#### EXTRACTED DATA:
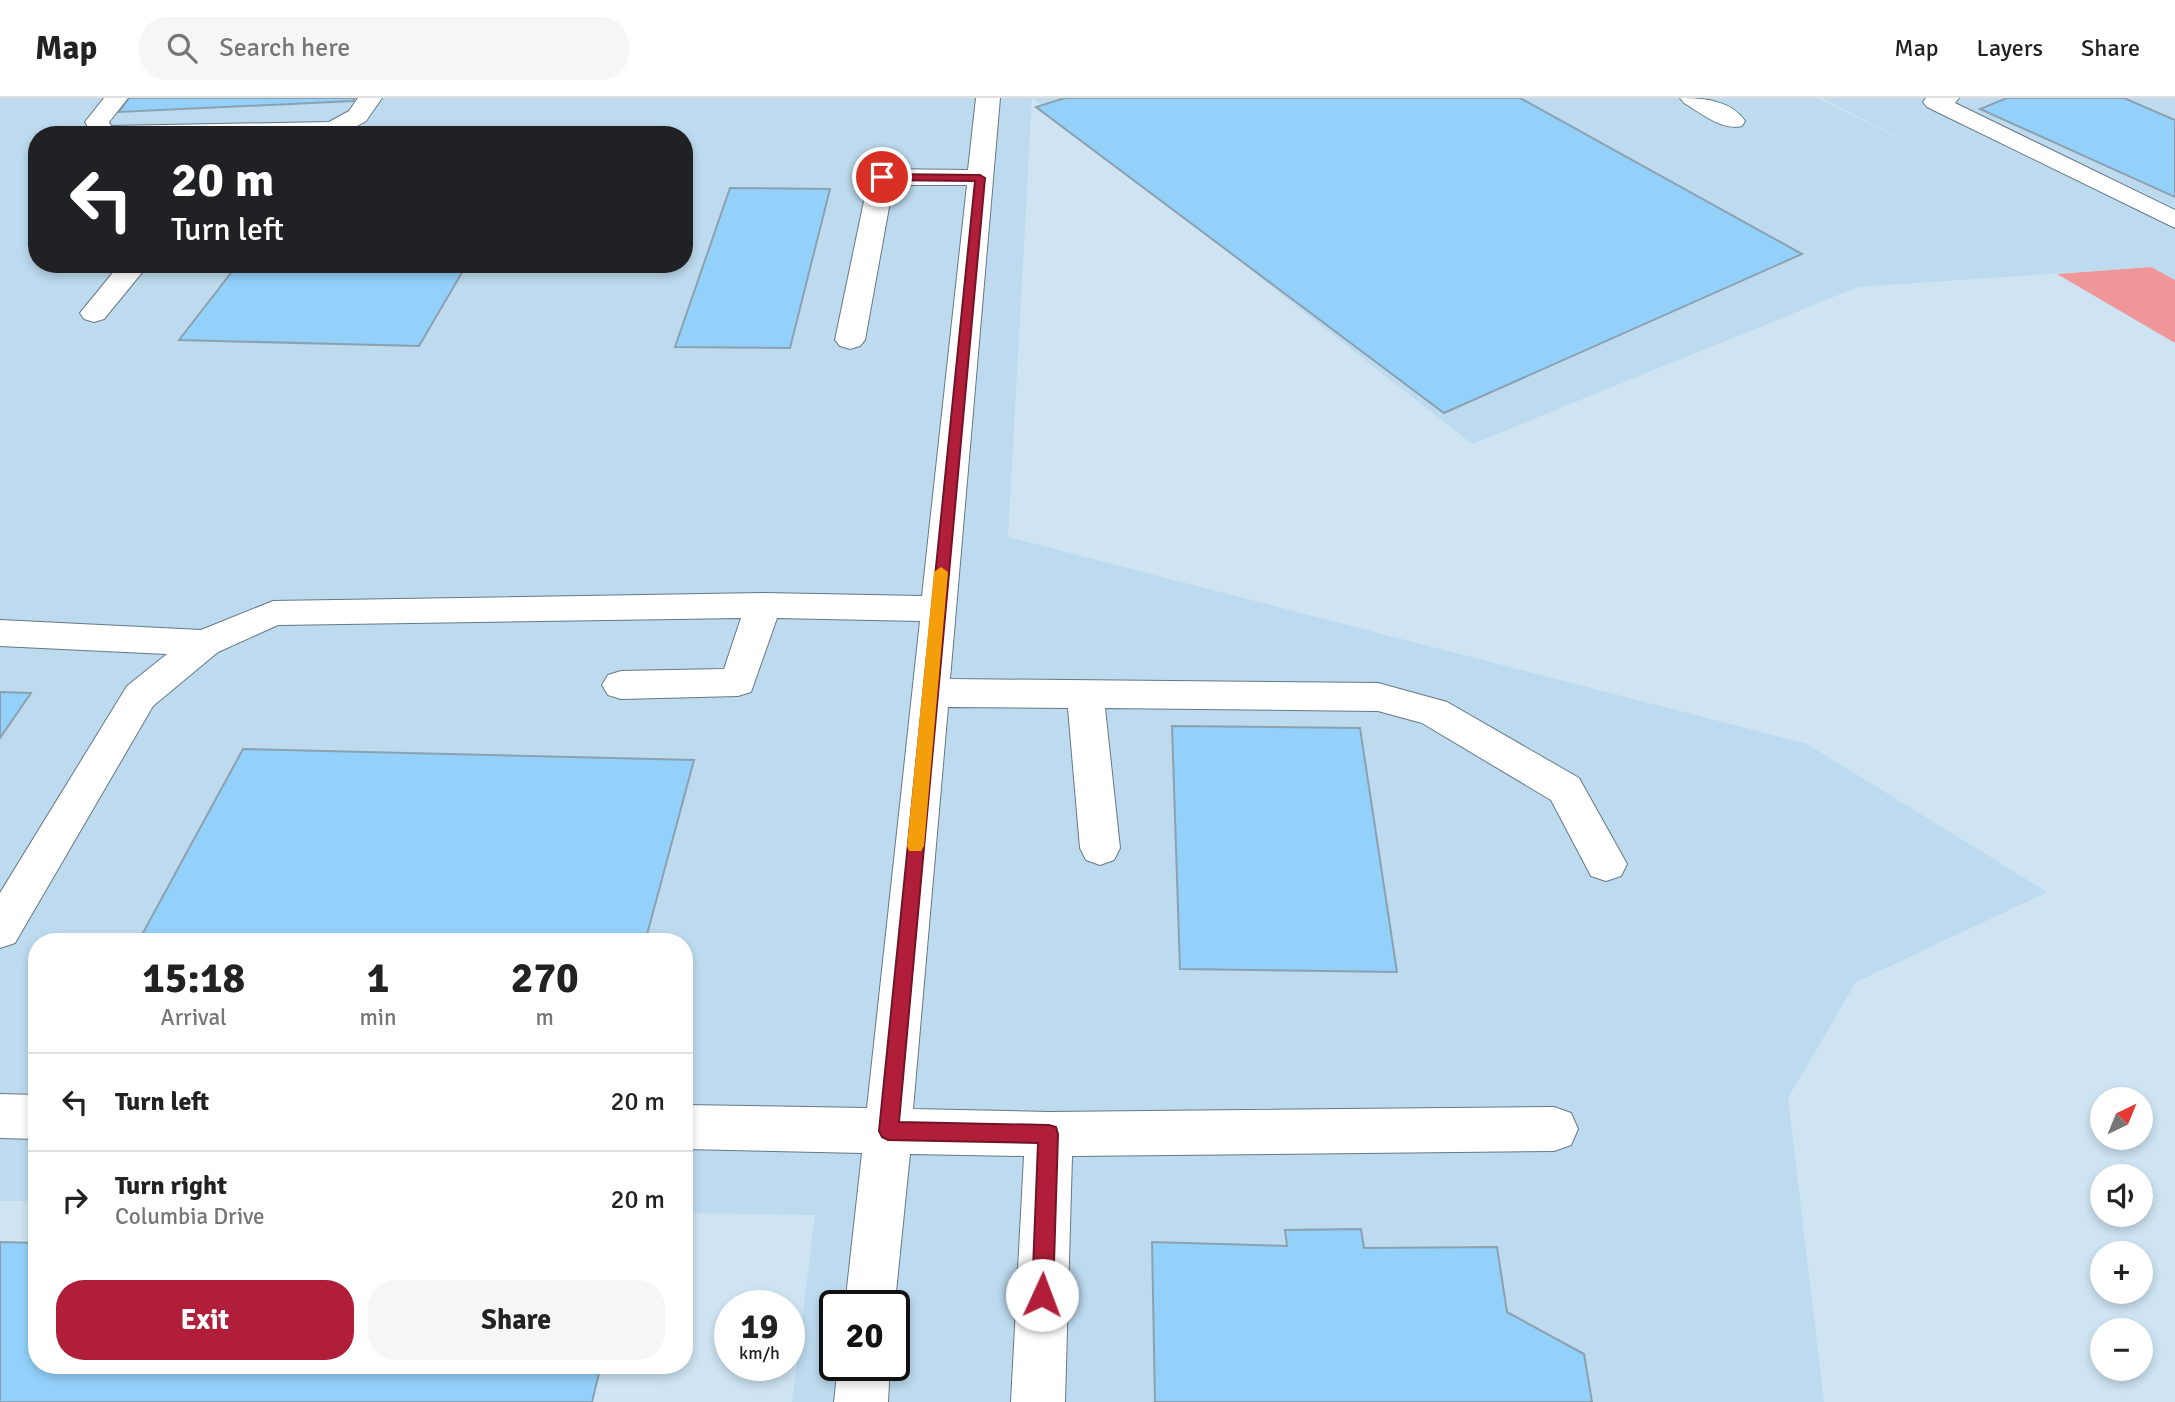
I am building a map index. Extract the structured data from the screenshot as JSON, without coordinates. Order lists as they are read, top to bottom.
---
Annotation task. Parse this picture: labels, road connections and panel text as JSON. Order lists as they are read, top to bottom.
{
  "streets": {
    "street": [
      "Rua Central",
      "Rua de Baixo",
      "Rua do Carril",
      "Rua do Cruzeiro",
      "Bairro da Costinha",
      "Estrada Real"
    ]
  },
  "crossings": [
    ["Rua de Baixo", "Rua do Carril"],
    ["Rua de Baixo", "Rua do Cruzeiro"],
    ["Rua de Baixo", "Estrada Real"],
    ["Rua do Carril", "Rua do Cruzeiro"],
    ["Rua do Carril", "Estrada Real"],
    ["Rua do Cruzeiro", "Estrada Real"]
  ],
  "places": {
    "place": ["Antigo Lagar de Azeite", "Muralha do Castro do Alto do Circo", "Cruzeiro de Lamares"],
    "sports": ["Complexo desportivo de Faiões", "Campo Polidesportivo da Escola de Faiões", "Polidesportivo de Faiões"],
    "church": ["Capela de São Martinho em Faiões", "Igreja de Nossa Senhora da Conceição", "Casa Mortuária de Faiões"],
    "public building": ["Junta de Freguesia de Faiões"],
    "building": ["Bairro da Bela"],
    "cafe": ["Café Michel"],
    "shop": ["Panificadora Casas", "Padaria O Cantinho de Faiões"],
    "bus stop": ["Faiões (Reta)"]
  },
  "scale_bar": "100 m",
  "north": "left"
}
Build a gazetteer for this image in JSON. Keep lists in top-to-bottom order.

#### EXERCISE PROMPT:
Copy back the listing above exactly, but only from the line with "Annotation task. Parse" through the line with "Build a gazetteer", both ends included.

#### RESPONSE AREA:
Annotation task. Parse this picture: labels, road connections and panel text as JSON. Order lists as they are read, top to bottom.
{
  "streets": {
    "street": [
      "Rua Central",
      "Rua de Baixo",
      "Rua do Carril",
      "Rua do Cruzeiro",
      "Bairro da Costinha",
      "Estrada Real"
    ]
  },
  "crossings": [
    ["Rua de Baixo", "Rua do Carril"],
    ["Rua de Baixo", "Rua do Cruzeiro"],
    ["Rua de Baixo", "Estrada Real"],
    ["Rua do Carril", "Rua do Cruzeiro"],
    ["Rua do Carril", "Estrada Real"],
    ["Rua do Cruzeiro", "Estrada Real"]
  ],
  "places": {
    "place": ["Antigo Lagar de Azeite", "Muralha do Castro do Alto do Circo", "Cruzeiro de Lamares"],
    "sports": ["Complexo desportivo de Faiões", "Campo Polidesportivo da Escola de Faiões", "Polidesportivo de Faiões"],
    "church": ["Capela de São Martinho em Faiões", "Igreja de Nossa Senhora da Conceição", "Casa Mortuária de Faiões"],
    "public building": ["Junta de Freguesia de Faiões"],
    "building": ["Bairro da Bela"],
    "cafe": ["Café Michel"],
    "shop": ["Panificadora Casas", "Padaria O Cantinho de Faiões"],
    "bus stop": ["Faiões (Reta)"]
  },
  "scale_bar": "100 m",
  "north": "left"
}
Build a gazetteer for this image in JSON. Keep lists in top-to-bottom order.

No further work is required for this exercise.